[Data Boundary: Start]

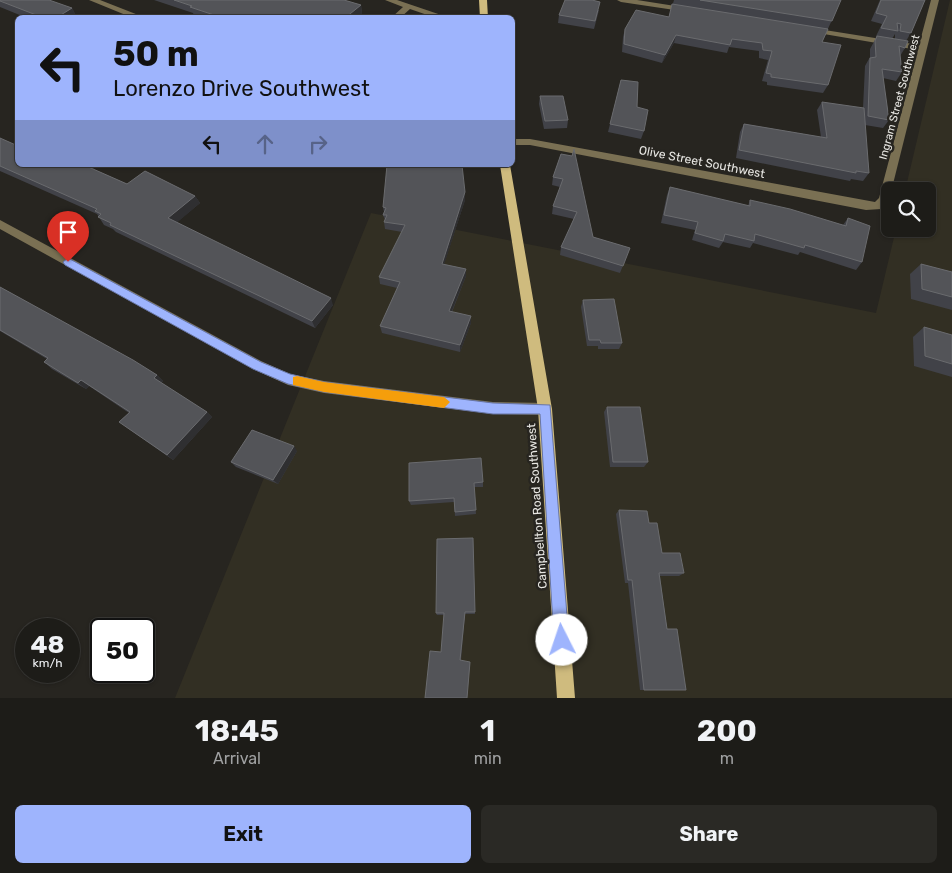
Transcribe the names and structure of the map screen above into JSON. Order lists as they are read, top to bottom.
{
  "streets": {
    "main road": ["Campbellton Road Southwest"],
    "street": ["Ingram Street Southwest", "Olive Street Southwest"]
  },
  "page": {
    "turn": ["50 m", "Lorenzo Drive Southwest"],
    "speed": "48 km/h",
    "limit": "50",
    "eta": [
      "18:45",
      "Arrival",
      "1",
      "min",
      "200",
      "m"
    ],
    "buttons": ["Exit", "Share"]
  }
}
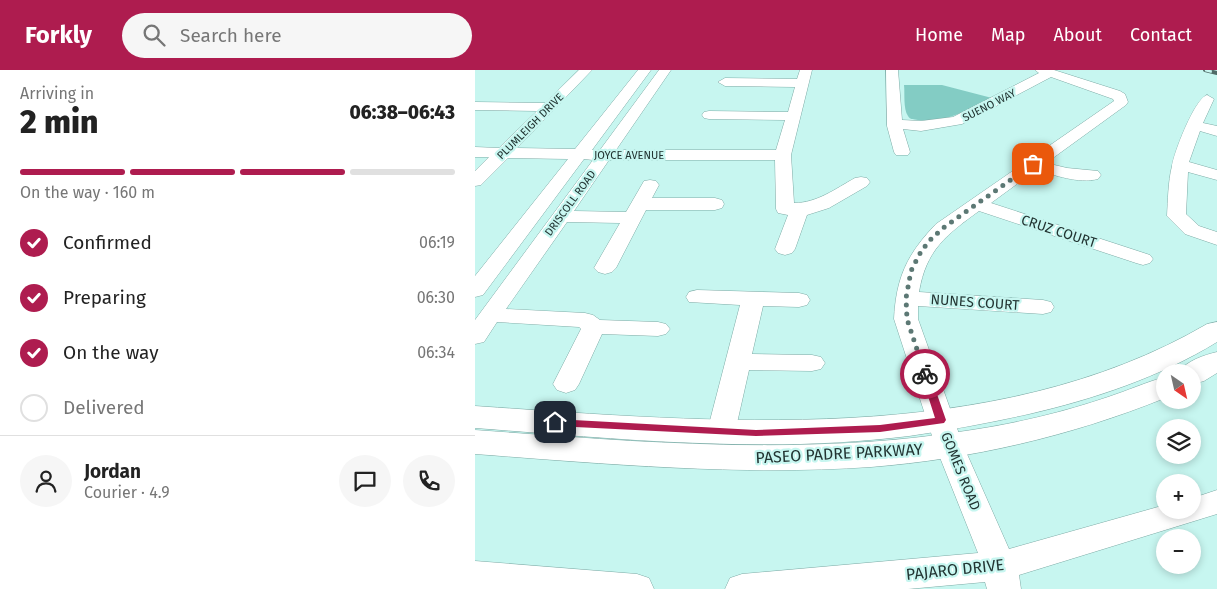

[Data Boundary: End]

## To do
What is needed here is each line above set down word for word, minus the images.

## Result of the task
Transcribe the names and structure of the map screen above into JSON. Order lists as they are read, top to bottom.
{
  "streets": {
    "main road": ["Campbellton Road Southwest"],
    "street": ["Ingram Street Southwest", "Olive Street Southwest"]
  },
  "page": {
    "turn": ["50 m", "Lorenzo Drive Southwest"],
    "speed": "48 km/h",
    "limit": "50",
    "eta": [
      "18:45",
      "Arrival",
      "1",
      "min",
      "200",
      "m"
    ],
    "buttons": ["Exit", "Share"]
  }
}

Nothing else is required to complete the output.